A lot of games now require a constant internet connection for even basic single-player functionality. Some build the entire game around this requirement, like the Horizon series, where the conceit is that (whether you want to or not) you're sharing an entire playground with countless other players around the world. But Gran Turismo 7 doesn't bother with a lot of "live services" cruft… and yet Sony has implemented a terrible version of the connection requirement.

Just a couple weeks into the game's release, I'm suddenly more curious about what the end of GT7's life looks like. Will it just stop working one day when servers are shut down, even though it doesn't really need them for the single player? Will they waive the requirement, the way some older games will check for defunct servers or abandoned authentication and then just move into a solid offline single player? More to the question, how long before we're getting "end of life" messages for a game that by all means seems like it could be an era-defining racing game? That's certainly been Microsoft's approach to all the recent Forza games, and Sony set a far worse precedent when the company effectively nuked Driveclub from orbit. It would be more than a shame to see GT7 made similarly unavailable and eventually unplayable for similarly shortsighted, controlling reasons.
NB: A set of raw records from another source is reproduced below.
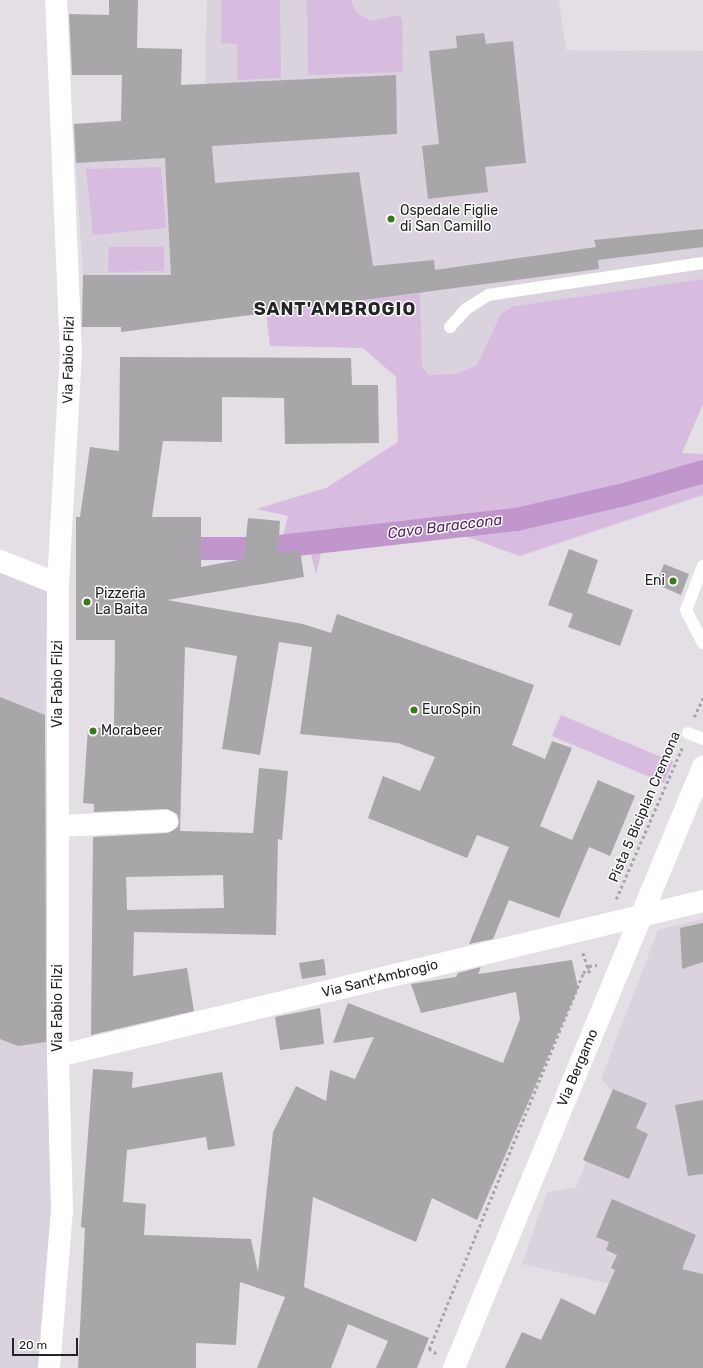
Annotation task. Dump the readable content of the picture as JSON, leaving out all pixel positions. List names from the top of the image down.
{
  "streets": {
    "street": ["Via Fabio Filzi", "Via Sant'Ambrogio", "Via Bergamo"],
    "path": ["Pista 5 Biciplan Cremona"]
  },
  "crossings": [
    ["Via Fabio Filzi", "Via Sant'Ambrogio"],
    ["Via Sant'Ambrogio", "Via Bergamo"]
  ],
  "districts": ["SANT'AMBROGIO"],
  "water": ["Cavo Baraccona"],
  "places": [
    "Ospedale Figlie di San Camillo",
    "Eni",
    "Pizzeria La Baita",
    "EuroSpin",
    "Morabeer"
  ],
  "scale_bar": "20 m"
}
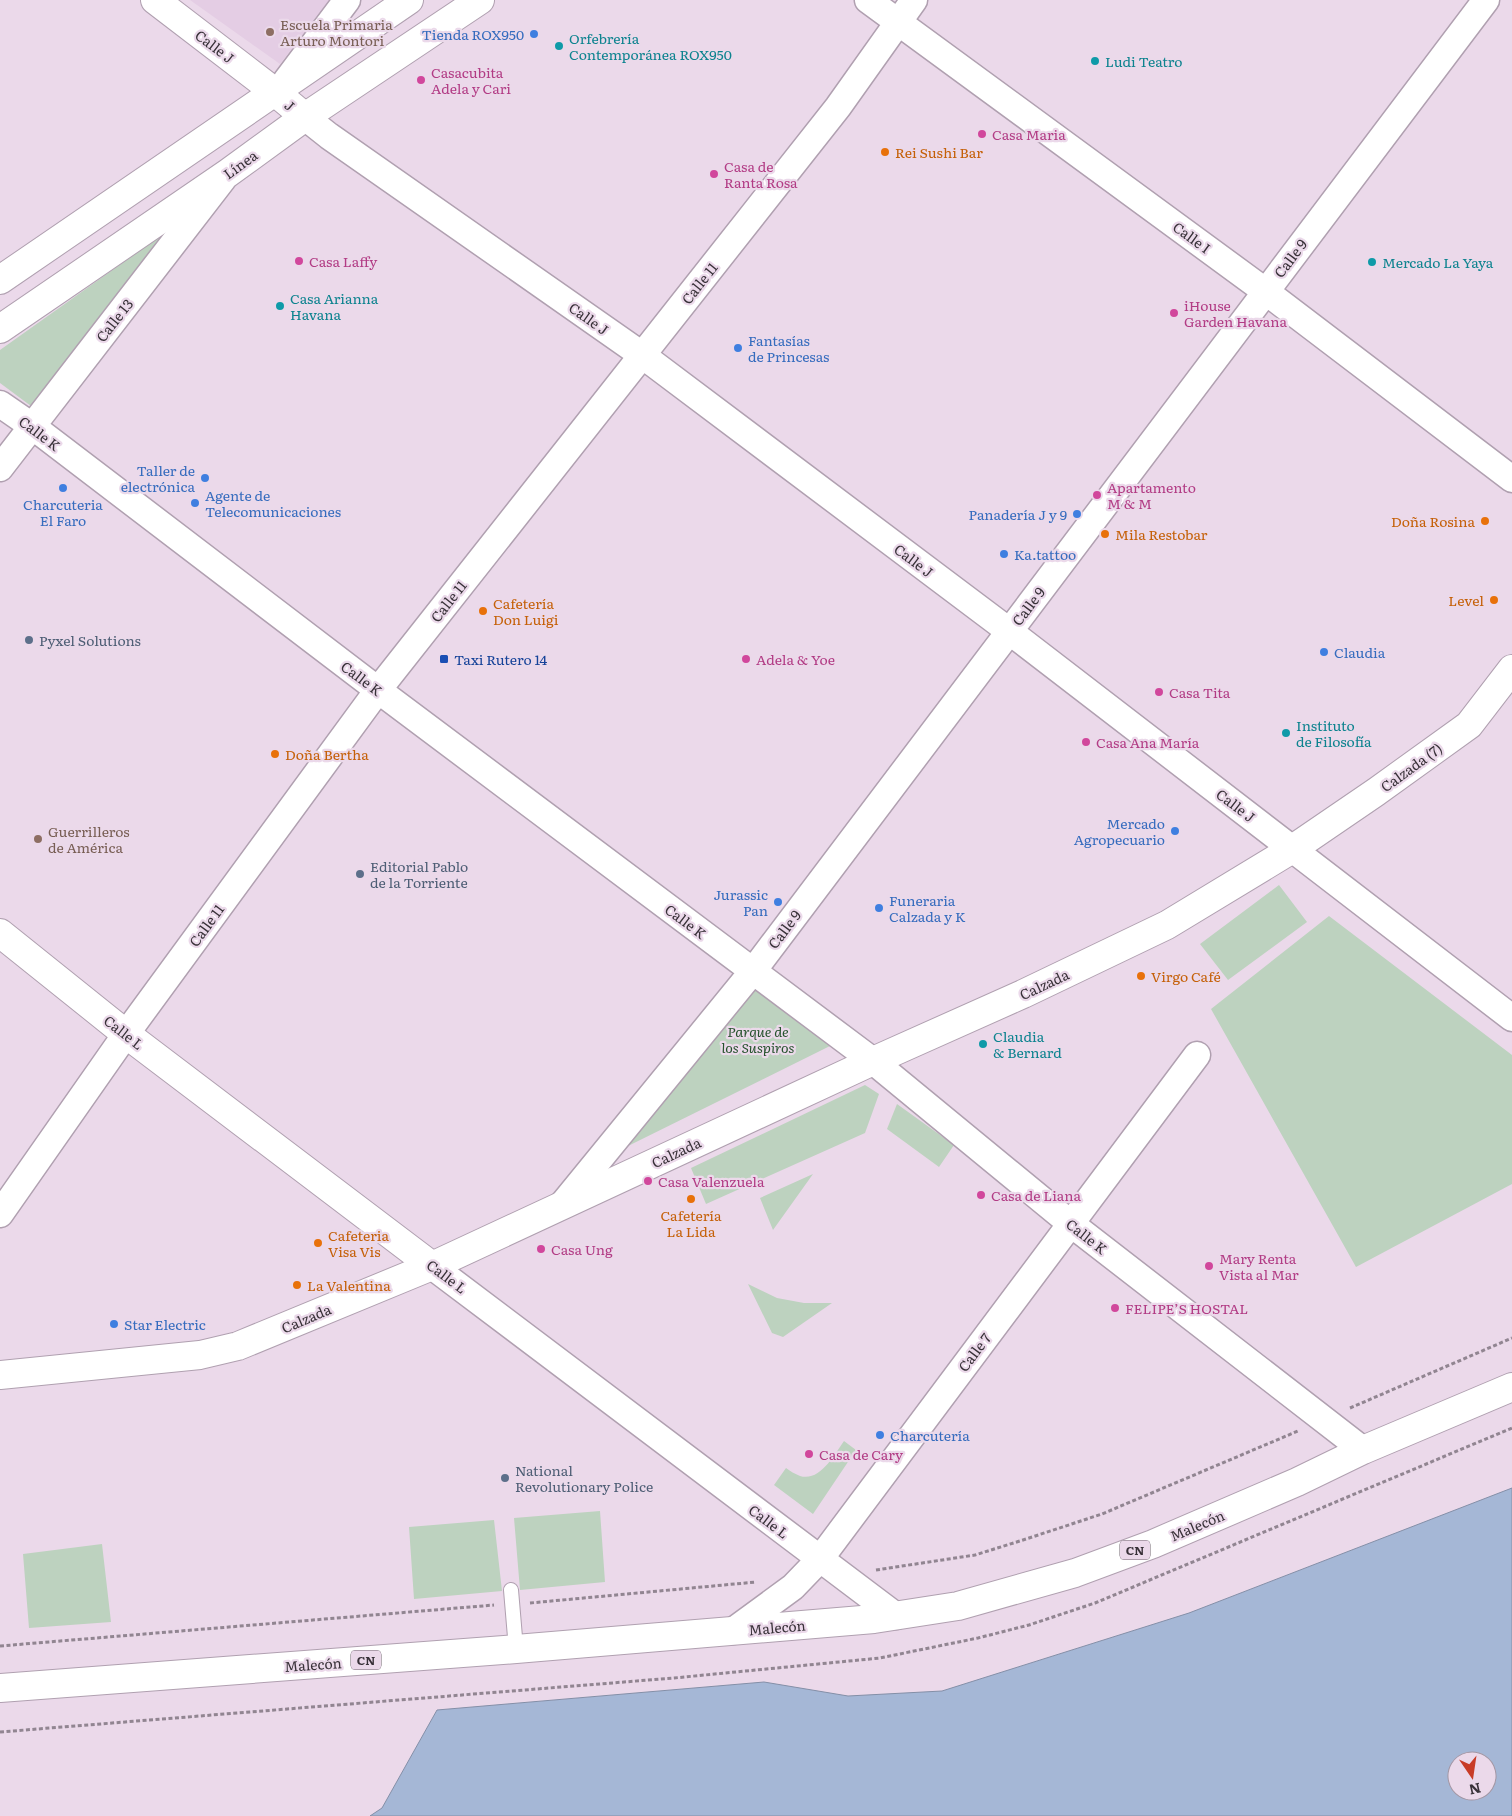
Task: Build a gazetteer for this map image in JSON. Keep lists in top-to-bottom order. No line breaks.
{"streets":{"main road":["Calle J","J","Línea","Calzada (7)","Calzada","Calle L","Malecón","CN"],"street":["Calle I","Calle 9","Calle 11","Calle 13","Calle K","Calle 7"]},"crossings":[["Calle J","J"],["Calle J","Línea"],["Calle J","Calle 9"],["Calle J","Calle 11"],["Calle J","Calzada (7)"],["Calle J","Calzada"],["J","Línea"],["Línea","Calle 13"],["Calle I","Calle 9"],["Calle I","Calle 11"],["Calle 9","Calle K"],["Calle 9","Calzada"],["Calle 11","Calle K"],["Calle 11","Calle L"],["Calle 13","Calle K"],["Calle K","Calzada"],["Calle K","Calle 7"],["Calle K","Malecón"],["Calzada (7)","Calzada"],["Calzada","Calle L"],["Calle L","Calle 7"],["Calle L","Malecón"],["Calle 7","Malecón"]],"parks":["Parque de los Suspiros"],"places":{"other":["Escuela Primaria Arturo Montori","Tienda ROX950","Orfebrería Contemporánea ROX950","Ludi Teatro","Casacubita Adela y Cari","Casa Maria","Rei Sushi Bar","Casa de Ranta Rosa","Casa Laffy","Mercado La Yaya","Casa Arianna Havana","iHouse Garden Havana","Fantasías de Princesas","Taller de electrónica","Charcuteria El Faro","Apartamento M & M","Agente de Telecomunicaciones","Panadería J y 9","Doña Rosina","Mila Restobar","Ka.tattoo","Level","Cafetería Don Luigi","Pyxel Solutions","Claudia","Adela & Yoe","Casa Tita","Instituto de Filosofía","Casa Ana María","Doña Bertha","Mercado Agropecuario","Guerrilleros de América","Editorial Pablo de la Torriente","Jurassic Pan","Funeraria Calzada y K","Virgo Café","Claudia & Bernard","Casa Valenzuela","Casa de Liana","Cafetería La Lida","Cafeteria Visa Vis","Casa Ung","Mary Renta Vista al Mar","La Valentina","FELIPE’S HOSTAL","Star Electric","Charcutería","Casa de Cary","National Revolutionary Police"],"transit":["Taxi Rutero 14"]},"north":"bottom"}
But at times like this, it's hard not to think that the people who never moved on from modding rFactor and Grand Prix Legends were the ones with the clearest vision of what the future of games would look like.

On the surface, GT7 recaptures a lot of the series bygone glory days on PS2. Behind the scenes, via shaky server connections and nonsensical session restrictions, there's a lot of what makes modern AAA games feel like an expensive lifetime subscription to a product coded in disappearing ink.